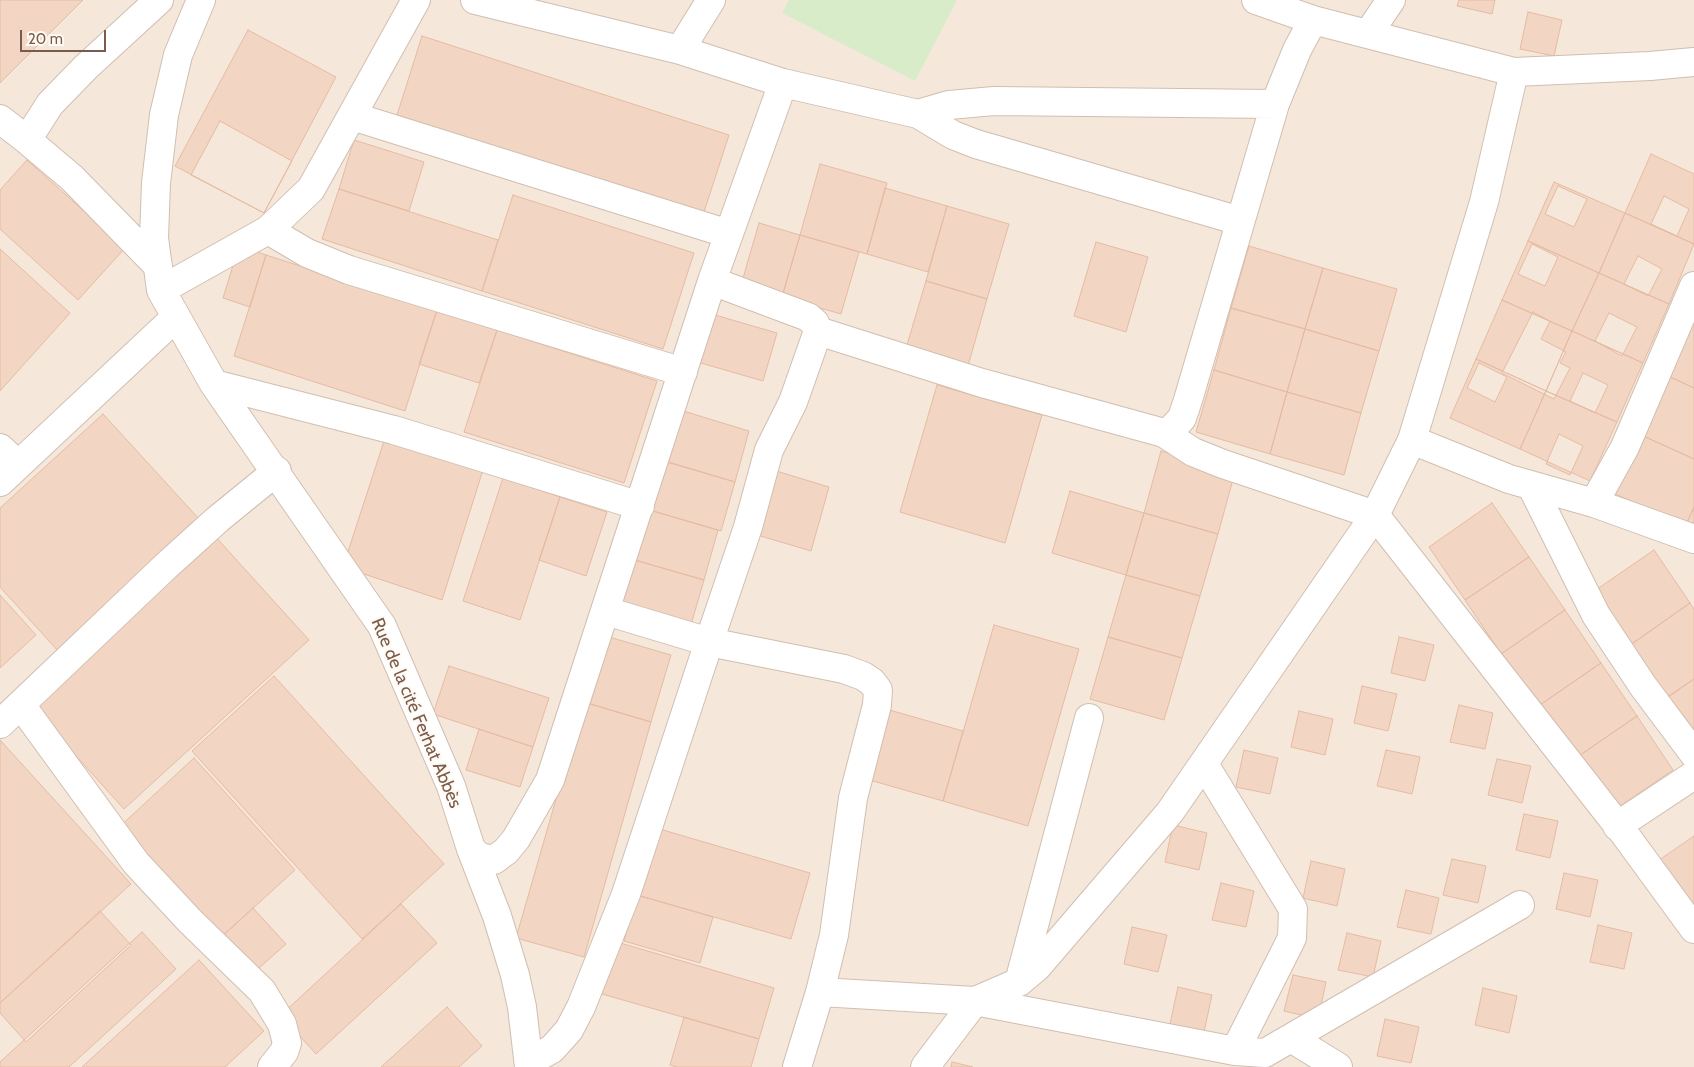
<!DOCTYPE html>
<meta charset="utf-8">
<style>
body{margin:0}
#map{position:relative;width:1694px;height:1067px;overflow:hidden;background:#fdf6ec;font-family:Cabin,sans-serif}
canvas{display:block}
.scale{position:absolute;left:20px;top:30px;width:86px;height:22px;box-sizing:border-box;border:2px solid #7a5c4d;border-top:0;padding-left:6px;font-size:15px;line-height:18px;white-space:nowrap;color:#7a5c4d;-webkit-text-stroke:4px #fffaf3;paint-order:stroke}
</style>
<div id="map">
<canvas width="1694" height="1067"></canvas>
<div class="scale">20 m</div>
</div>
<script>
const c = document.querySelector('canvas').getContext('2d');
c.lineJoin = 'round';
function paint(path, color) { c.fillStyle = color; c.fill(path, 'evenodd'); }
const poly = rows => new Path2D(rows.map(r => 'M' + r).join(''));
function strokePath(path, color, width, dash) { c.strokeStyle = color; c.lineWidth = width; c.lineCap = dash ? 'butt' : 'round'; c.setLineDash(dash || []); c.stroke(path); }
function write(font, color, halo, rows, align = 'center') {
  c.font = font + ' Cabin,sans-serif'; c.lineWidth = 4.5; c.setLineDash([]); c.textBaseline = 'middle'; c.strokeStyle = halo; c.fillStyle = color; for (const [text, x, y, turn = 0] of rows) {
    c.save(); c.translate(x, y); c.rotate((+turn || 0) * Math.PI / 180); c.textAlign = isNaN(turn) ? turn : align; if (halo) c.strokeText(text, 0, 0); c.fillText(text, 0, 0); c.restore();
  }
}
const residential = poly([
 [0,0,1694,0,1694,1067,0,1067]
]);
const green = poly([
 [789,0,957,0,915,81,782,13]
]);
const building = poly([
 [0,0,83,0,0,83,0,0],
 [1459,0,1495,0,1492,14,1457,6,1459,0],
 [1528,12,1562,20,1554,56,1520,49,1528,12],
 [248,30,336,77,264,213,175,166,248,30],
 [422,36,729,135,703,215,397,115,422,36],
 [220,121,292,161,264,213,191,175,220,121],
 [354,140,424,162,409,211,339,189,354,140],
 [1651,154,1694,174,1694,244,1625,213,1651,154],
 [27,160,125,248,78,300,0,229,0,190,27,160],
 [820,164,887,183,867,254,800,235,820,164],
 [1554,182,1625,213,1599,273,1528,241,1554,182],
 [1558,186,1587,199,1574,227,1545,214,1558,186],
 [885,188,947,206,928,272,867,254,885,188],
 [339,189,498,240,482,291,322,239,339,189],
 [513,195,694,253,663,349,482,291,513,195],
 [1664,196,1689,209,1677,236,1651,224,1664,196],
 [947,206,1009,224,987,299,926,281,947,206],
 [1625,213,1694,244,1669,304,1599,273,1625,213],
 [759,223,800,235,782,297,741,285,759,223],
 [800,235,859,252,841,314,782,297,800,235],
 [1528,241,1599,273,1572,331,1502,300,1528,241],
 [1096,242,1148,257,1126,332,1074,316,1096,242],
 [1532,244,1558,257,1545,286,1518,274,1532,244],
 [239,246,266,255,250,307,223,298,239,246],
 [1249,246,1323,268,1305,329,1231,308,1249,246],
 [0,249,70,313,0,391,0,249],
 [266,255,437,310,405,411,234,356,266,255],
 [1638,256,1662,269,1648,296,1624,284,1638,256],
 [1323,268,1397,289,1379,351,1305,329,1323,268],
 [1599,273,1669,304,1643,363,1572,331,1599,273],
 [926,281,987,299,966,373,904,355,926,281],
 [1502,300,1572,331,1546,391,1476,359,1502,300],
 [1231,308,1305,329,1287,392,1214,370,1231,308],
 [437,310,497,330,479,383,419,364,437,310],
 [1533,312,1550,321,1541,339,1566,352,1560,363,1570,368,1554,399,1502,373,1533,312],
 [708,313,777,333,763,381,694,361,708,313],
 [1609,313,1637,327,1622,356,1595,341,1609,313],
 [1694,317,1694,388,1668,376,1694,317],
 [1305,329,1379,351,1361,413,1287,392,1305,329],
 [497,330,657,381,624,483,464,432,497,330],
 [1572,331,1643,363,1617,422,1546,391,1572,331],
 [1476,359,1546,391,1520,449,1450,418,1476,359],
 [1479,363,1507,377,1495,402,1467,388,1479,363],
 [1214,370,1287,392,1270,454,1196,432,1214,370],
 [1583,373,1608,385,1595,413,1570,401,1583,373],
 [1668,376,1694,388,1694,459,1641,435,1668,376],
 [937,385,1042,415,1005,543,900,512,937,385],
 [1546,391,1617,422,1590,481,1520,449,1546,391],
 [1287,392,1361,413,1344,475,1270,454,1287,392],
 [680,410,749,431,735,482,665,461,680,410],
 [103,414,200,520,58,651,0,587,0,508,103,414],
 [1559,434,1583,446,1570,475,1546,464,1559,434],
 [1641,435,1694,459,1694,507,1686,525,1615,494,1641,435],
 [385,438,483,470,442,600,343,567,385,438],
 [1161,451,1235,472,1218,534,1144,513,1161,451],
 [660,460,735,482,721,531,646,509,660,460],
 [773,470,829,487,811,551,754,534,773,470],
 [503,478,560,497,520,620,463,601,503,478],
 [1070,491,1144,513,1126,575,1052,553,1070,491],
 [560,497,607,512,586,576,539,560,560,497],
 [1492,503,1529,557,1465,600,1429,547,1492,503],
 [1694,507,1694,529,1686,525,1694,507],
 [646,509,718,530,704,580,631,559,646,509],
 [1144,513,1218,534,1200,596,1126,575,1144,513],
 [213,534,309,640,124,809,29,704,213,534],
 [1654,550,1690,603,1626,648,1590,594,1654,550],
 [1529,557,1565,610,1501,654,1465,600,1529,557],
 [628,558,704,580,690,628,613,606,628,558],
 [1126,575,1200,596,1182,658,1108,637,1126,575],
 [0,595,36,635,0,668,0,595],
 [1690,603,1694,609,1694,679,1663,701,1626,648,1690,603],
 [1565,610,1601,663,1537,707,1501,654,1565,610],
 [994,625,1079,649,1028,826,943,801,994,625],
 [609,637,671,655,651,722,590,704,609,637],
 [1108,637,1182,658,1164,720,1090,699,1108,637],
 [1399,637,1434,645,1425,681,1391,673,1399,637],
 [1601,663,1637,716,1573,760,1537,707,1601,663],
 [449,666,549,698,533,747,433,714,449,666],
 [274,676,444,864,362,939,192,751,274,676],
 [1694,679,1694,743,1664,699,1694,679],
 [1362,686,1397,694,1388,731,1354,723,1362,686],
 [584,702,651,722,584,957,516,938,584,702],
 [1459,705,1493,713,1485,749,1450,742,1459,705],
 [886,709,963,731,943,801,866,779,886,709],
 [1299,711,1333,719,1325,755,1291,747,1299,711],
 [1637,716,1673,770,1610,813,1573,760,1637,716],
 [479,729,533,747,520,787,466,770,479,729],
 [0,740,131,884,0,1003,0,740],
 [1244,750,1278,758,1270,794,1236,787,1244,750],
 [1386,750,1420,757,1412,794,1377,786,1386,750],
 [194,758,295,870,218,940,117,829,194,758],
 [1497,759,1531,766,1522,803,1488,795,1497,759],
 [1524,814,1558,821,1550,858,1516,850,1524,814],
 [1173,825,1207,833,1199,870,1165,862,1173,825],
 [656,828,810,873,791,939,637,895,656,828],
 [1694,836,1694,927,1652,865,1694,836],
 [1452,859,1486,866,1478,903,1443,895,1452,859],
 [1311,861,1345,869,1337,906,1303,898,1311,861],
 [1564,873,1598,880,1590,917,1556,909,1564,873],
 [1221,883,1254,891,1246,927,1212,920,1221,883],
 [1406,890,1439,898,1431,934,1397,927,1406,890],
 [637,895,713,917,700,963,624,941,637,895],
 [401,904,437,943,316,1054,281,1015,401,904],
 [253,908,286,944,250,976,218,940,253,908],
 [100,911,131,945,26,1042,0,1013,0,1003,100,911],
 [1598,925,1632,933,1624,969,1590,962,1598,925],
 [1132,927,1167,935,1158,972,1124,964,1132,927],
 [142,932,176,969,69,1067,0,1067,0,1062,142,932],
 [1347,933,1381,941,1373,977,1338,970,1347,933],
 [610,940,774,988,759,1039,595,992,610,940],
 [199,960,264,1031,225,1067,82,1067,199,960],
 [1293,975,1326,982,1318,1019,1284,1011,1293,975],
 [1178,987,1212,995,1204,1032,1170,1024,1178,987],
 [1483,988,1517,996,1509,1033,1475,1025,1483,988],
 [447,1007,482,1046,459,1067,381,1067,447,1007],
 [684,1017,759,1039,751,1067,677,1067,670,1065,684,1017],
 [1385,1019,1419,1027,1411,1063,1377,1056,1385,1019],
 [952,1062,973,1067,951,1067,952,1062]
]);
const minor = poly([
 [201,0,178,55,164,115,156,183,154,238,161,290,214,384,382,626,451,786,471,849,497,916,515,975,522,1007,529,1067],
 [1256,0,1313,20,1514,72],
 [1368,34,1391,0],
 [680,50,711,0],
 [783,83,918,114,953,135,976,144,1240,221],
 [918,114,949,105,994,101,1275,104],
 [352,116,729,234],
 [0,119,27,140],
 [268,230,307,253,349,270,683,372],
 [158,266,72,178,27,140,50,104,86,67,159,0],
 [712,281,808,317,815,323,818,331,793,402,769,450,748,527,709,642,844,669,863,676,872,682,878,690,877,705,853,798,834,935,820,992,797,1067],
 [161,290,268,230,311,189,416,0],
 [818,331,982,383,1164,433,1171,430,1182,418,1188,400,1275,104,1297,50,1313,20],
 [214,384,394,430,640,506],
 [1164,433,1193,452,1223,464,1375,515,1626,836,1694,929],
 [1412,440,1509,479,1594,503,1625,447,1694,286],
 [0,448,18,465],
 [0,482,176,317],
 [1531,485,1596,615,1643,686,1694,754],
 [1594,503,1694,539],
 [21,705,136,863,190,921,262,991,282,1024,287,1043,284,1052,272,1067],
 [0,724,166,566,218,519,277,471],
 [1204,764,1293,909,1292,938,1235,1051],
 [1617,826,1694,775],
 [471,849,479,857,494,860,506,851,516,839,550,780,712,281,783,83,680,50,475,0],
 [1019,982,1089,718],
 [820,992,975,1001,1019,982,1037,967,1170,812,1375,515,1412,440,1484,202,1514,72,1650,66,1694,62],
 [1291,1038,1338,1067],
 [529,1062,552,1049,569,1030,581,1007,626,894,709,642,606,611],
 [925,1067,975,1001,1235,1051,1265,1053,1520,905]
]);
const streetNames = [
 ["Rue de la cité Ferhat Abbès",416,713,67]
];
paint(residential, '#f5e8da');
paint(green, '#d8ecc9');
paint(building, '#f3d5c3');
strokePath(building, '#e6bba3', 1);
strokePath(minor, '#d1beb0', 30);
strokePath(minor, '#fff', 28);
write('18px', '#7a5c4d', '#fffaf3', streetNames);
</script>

----------

**Assigned task**
Will you return exactly the lines above from the one with "const c = document.querySelector('canvas').getContext('2d');" down to the one with "function write(font, color, halo, rows, align", counting both as part of the range?

**Answer to the exercise**
const c = document.querySelector('canvas').getContext('2d');
c.lineJoin = 'round';
function paint(path, color) { c.fillStyle = color; c.fill(path, 'evenodd'); }
const poly = rows => new Path2D(rows.map(r => 'M' + r).join(''));
function strokePath(path, color, width, dash) { c.strokeStyle = color; c.lineWidth = width; c.lineCap = dash ? 'butt' : 'round'; c.setLineDash(dash || []); c.stroke(path); }
function write(font, color, halo, rows, align = 'center') {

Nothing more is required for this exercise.